What is expected: If a line contains "position:absolute; left:12px; top:726px;", it is the last one to write out; begin with the first line of the records and copy each exactly.

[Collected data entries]

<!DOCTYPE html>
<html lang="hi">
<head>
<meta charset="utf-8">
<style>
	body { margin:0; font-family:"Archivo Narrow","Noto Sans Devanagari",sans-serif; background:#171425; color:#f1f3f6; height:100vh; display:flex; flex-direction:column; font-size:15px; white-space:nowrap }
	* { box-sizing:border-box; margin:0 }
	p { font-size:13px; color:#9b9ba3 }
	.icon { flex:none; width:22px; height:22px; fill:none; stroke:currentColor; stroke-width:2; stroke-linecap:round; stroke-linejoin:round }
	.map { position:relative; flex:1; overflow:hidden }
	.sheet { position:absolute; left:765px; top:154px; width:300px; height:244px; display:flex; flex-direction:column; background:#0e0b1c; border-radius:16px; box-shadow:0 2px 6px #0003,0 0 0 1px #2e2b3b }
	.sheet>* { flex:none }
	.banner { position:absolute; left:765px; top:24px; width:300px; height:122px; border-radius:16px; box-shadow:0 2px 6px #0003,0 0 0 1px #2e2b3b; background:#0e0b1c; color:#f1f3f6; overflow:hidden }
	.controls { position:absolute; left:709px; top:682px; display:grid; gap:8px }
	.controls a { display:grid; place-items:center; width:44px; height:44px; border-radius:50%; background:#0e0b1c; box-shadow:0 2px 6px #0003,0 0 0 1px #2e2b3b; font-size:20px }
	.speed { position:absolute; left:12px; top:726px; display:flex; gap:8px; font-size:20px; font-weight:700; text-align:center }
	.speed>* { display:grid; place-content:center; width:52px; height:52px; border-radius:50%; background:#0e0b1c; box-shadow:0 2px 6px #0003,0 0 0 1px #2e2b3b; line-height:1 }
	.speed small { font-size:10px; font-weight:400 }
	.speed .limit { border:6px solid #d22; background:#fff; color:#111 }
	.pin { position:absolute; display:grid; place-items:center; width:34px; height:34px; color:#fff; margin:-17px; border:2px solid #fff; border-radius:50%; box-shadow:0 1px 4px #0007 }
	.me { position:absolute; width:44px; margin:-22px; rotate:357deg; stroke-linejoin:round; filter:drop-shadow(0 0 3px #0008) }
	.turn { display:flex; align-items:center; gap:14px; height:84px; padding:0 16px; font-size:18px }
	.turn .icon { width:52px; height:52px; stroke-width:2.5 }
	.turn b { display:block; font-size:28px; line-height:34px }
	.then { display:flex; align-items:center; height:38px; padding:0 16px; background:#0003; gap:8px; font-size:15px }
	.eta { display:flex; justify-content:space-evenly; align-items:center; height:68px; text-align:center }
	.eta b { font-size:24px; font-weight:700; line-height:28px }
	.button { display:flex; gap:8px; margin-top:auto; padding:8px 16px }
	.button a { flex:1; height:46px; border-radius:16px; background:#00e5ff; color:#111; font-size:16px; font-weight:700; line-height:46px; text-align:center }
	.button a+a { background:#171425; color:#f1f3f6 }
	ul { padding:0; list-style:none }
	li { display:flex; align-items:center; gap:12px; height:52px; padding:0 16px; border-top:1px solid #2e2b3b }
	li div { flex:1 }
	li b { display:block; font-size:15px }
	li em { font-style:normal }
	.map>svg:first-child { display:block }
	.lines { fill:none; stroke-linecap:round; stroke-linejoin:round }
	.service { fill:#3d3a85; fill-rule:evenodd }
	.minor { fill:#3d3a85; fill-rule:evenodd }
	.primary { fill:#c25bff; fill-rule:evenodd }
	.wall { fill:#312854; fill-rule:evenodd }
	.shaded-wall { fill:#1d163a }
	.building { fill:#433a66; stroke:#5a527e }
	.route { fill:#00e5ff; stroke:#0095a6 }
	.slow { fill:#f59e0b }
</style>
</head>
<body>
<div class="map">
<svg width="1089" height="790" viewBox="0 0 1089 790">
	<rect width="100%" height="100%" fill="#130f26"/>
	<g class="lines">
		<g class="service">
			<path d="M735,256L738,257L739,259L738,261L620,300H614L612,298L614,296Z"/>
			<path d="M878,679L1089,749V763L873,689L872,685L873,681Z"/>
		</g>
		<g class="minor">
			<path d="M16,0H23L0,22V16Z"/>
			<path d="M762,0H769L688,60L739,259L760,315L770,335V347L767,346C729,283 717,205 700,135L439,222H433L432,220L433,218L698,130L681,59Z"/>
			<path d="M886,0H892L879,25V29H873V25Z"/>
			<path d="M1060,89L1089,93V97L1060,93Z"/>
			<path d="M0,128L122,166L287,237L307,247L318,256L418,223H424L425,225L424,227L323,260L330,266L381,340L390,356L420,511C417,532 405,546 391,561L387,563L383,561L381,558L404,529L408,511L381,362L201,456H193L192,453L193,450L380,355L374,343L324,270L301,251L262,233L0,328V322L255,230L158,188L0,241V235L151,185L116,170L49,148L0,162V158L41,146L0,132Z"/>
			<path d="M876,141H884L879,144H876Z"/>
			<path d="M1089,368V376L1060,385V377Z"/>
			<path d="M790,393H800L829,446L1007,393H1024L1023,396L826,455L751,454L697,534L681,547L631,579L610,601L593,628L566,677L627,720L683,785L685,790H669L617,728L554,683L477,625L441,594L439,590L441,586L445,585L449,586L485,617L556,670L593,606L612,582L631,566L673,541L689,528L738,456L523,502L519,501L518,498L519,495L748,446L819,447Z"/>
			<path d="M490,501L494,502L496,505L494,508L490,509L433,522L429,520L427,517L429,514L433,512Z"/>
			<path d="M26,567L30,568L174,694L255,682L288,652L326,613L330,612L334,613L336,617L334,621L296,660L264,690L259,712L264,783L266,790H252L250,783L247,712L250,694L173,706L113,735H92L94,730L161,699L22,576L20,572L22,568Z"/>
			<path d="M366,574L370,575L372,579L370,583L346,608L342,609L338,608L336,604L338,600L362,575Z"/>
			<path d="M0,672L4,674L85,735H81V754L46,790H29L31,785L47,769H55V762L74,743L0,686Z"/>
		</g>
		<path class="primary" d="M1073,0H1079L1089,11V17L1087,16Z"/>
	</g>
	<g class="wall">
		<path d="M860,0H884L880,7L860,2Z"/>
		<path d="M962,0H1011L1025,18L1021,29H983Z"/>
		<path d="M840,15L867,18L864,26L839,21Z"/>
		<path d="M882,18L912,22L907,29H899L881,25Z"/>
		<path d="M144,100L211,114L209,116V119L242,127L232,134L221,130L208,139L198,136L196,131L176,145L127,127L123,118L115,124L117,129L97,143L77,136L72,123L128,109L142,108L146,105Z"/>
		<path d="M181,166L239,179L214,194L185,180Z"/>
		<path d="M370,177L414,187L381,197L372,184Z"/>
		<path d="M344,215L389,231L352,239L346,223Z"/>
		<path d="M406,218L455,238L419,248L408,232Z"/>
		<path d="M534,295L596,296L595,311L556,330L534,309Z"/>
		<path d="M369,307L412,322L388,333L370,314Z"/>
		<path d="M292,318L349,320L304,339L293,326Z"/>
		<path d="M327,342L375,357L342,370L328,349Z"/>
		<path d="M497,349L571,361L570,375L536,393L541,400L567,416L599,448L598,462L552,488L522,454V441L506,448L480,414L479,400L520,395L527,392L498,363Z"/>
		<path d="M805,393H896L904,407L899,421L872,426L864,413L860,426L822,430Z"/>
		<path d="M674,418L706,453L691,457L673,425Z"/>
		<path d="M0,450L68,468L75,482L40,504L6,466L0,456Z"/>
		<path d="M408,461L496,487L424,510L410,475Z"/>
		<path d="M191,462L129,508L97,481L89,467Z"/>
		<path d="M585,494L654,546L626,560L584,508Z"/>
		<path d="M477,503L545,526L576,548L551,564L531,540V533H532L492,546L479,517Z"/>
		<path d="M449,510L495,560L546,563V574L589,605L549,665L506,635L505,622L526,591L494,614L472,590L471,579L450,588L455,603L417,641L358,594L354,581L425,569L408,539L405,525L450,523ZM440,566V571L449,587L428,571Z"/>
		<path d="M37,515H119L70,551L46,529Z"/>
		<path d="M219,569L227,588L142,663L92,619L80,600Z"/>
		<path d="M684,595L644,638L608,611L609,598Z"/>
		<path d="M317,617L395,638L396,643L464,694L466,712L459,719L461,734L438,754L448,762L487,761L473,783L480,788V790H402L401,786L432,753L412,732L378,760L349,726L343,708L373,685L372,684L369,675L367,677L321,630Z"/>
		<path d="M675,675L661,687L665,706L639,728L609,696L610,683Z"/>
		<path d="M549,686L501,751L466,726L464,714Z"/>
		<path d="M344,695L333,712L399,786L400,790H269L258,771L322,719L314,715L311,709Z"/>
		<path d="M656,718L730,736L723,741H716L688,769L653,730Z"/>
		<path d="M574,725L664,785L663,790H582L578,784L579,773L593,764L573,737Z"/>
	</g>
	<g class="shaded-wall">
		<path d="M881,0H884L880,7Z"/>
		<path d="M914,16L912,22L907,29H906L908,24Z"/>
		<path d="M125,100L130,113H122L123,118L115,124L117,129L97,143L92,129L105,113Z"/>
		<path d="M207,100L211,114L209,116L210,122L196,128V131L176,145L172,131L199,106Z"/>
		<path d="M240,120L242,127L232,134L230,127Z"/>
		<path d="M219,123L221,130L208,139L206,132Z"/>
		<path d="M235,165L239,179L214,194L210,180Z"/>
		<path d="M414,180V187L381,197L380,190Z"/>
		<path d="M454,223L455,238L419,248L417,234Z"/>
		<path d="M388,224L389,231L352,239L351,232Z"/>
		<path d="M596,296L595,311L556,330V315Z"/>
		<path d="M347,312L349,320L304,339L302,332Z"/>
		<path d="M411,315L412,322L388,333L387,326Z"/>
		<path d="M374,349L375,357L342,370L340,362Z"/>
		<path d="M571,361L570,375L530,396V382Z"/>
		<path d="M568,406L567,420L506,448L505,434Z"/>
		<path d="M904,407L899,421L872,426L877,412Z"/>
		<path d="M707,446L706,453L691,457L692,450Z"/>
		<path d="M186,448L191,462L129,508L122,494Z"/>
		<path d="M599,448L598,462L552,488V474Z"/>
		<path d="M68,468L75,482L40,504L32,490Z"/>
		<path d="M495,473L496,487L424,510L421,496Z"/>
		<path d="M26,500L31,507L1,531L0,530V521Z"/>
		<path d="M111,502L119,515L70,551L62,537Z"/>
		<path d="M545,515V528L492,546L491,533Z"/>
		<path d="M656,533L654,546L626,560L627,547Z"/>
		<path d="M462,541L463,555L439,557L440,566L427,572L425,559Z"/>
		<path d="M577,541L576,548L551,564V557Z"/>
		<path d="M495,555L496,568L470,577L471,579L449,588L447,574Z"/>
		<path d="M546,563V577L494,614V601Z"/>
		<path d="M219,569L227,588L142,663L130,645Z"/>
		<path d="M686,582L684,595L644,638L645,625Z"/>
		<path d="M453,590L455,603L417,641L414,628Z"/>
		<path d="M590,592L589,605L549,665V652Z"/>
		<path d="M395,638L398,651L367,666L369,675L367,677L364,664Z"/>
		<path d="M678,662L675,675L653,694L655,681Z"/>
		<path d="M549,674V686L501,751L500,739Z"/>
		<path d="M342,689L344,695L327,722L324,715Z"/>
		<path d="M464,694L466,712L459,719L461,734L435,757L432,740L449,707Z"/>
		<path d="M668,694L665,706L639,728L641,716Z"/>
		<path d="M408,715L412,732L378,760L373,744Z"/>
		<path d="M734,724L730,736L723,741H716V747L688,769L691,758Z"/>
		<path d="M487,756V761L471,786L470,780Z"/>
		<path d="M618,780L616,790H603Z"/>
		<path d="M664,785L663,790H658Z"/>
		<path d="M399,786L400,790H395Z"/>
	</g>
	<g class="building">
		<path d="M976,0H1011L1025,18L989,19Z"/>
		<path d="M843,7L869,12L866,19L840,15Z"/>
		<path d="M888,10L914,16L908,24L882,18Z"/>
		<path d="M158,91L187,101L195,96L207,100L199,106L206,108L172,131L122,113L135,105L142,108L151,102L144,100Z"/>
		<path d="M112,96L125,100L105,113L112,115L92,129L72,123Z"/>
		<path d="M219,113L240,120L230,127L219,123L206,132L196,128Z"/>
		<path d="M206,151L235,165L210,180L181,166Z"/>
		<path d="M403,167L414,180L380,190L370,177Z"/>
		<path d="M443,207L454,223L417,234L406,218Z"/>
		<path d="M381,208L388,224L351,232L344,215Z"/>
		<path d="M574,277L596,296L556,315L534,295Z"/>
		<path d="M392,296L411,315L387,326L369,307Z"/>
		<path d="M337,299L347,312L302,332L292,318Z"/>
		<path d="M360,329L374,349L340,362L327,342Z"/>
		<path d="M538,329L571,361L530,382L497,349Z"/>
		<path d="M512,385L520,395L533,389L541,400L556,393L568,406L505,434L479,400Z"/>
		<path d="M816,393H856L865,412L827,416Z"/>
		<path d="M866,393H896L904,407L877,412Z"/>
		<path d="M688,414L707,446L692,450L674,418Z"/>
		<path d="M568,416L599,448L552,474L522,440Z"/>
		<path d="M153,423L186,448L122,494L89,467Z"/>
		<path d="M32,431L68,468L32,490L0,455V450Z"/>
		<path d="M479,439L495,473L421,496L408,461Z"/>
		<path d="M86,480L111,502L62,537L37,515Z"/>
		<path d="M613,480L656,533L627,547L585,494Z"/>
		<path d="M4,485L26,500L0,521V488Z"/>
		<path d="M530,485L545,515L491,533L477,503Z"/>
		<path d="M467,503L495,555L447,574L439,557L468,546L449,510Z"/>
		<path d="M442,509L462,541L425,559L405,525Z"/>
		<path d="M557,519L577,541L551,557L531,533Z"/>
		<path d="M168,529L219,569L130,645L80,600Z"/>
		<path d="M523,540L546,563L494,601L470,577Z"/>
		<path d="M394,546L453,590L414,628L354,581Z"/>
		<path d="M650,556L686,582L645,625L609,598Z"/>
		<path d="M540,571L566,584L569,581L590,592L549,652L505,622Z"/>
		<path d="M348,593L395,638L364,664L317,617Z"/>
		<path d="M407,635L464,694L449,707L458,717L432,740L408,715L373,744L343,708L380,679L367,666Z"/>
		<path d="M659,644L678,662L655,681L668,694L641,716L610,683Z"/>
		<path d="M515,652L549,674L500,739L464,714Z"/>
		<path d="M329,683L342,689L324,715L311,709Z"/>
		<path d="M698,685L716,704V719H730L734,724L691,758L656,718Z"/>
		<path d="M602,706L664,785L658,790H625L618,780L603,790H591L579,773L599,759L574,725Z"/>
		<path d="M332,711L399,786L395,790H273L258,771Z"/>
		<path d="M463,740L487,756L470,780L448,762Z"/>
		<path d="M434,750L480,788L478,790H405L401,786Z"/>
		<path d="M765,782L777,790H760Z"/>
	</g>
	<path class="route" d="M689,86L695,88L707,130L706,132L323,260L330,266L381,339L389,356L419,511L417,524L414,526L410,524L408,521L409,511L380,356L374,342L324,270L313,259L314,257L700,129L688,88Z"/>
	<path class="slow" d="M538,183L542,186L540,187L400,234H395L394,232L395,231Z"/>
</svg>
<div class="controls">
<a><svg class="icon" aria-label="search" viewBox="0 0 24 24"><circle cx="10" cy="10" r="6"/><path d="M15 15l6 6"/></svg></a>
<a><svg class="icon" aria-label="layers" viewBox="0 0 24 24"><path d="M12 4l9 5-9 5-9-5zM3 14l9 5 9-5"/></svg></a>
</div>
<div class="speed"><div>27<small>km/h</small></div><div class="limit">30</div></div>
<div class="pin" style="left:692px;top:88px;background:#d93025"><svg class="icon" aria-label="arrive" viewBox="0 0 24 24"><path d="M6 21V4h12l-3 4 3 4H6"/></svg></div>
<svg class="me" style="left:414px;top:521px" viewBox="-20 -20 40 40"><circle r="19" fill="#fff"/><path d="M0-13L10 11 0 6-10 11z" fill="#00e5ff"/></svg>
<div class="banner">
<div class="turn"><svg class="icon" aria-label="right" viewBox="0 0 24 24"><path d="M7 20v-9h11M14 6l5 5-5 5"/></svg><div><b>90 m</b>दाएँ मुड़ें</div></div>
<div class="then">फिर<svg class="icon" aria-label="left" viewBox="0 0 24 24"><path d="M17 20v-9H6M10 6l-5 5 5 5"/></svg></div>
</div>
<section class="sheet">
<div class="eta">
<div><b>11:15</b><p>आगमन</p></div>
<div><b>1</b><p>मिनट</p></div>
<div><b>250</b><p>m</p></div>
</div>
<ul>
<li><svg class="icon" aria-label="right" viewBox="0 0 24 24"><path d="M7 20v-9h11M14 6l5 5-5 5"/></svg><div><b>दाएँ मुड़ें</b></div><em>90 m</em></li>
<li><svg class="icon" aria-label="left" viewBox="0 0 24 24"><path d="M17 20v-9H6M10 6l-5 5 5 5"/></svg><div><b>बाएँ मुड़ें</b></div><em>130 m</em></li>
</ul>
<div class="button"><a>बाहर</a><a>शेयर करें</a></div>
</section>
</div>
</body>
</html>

Result of the task:
<!DOCTYPE html>
<html lang="hi">
<head>
<meta charset="utf-8">
<style>
	body { margin:0; font-family:"Archivo Narrow","Noto Sans Devanagari",sans-serif; background:#171425; color:#f1f3f6; height:100vh; display:flex; flex-direction:column; font-size:15px; white-space:nowrap }
	* { box-sizing:border-box; margin:0 }
	p { font-size:13px; color:#9b9ba3 }
	.icon { flex:none; width:22px; height:22px; fill:none; stroke:currentColor; stroke-width:2; stroke-linecap:round; stroke-linejoin:round }
	.map { position:relative; flex:1; overflow:hidden }
	.sheet { position:absolute; left:765px; top:154px; width:300px; height:244px; display:flex; flex-direction:column; background:#0e0b1c; border-radius:16px; box-shadow:0 2px 6px #0003,0 0 0 1px #2e2b3b }
	.sheet>* { flex:none }
	.banner { position:absolute; left:765px; top:24px; width:300px; height:122px; border-radius:16px; box-shadow:0 2px 6px #0003,0 0 0 1px #2e2b3b; background:#0e0b1c; color:#f1f3f6; overflow:hidden }
	.controls { position:absolute; left:709px; top:682px; display:grid; gap:8px }
	.controls a { display:grid; place-items:center; width:44px; height:44px; border-radius:50%; background:#0e0b1c; box-shadow:0 2px 6px #0003,0 0 0 1px #2e2b3b; font-size:20px }
	.speed { position:absolute; left:12px; top:726px; display:flex; gap:8px; font-size:20px; font-weight:700; text-align:center }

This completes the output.